Max testing accuracy was 86.0% (116 trees). Of the trees with 86.0% testing accuracy:
- The simplest had 81 nodes (1 tree).
- The most complex had 119 nodes (11 trees).
Min testing accuracy was 74.3% (1 tree).
- This was a significant overfits with 223 nodes.

Of the high-performing 116 trees, 89.6% (104/116) had a min_samples_leaf hyperparameter set to 6. The trees were much more evenly split on the other two hyperparameters. min_samples_leaf seems to have been the most important criterion for ensuring the trees did not overfit the data.

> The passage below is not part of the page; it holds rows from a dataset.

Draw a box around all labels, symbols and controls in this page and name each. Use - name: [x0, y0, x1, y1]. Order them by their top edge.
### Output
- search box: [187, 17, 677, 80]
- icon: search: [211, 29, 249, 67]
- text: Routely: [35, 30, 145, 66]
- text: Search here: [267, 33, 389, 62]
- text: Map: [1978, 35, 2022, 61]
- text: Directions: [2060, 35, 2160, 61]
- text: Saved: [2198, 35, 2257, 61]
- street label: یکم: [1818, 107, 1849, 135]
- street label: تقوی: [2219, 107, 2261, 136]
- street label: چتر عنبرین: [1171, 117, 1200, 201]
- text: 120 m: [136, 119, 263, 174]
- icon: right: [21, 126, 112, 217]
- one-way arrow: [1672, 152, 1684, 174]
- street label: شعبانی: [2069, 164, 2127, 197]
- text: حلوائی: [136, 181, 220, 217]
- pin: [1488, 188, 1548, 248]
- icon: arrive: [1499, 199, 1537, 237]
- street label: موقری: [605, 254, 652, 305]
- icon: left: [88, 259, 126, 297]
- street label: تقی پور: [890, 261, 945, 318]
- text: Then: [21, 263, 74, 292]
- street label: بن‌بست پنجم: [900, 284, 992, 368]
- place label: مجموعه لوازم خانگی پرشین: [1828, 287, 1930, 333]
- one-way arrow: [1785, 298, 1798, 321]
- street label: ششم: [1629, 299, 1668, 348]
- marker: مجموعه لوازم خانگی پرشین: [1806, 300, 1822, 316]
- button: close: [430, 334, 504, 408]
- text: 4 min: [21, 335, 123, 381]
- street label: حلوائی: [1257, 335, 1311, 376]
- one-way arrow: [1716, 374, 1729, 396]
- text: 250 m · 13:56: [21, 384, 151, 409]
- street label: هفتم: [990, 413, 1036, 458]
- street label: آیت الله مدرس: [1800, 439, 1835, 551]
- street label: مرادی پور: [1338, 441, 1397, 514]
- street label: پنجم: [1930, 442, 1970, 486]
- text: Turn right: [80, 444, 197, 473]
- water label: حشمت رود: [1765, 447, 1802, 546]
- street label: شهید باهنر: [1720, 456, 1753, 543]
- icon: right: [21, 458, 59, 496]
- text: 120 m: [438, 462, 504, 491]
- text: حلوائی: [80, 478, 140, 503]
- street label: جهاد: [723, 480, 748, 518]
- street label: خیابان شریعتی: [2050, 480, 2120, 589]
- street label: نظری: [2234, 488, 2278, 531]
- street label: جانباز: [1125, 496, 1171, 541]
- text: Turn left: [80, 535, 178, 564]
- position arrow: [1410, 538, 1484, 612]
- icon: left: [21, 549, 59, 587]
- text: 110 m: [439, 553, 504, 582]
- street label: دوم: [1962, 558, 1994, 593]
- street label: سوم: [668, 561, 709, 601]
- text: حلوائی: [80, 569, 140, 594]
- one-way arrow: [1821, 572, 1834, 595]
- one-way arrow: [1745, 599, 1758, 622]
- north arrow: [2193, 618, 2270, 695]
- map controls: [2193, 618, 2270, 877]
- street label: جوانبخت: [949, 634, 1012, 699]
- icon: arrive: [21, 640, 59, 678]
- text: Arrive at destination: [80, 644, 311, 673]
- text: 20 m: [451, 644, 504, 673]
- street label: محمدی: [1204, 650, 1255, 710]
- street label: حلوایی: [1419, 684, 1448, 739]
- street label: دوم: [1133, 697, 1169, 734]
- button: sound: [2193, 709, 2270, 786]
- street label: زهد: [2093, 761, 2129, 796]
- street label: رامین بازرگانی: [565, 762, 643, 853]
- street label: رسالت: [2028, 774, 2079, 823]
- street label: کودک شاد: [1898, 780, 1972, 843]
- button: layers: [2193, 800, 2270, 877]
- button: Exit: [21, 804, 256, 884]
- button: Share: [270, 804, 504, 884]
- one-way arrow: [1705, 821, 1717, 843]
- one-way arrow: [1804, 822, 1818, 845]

results[results['testing_accuracy']==86.0]['min_samples_leaf'].value_counts()

6    104
5      9
4      3
Name: min_samples_leaf, dtype: int64

This is further demonstrated by the following analysis on the results dataframe.

(results[['min_samples_leaf','testing_accuracy']]
 .groupby(['min_samples_leaf'])
 .median()
 .sort_values(['testing_accuracy'],
              ascending=False)
 .round(1))

	testing_accuracy
min_samples_leaf
6	86.0
7	84.9
5	84.4
4	83.8
3	83.2
9	83.2
8	82.7
1	81.6
11	81.6
12	81.6
13	81.6
14	81.6
10	81.0
2	79.9

The best configuration was the tree that scored 86.0% accuracy with only 81 nodes. The hyper parameters for that tree were:

max_depth = 7
min_samples_leaf = 6
min_samples_split = 14

This content is taken from notes I took while pursuing the Intro to Machine Learning with Pytorch nanodegree certification.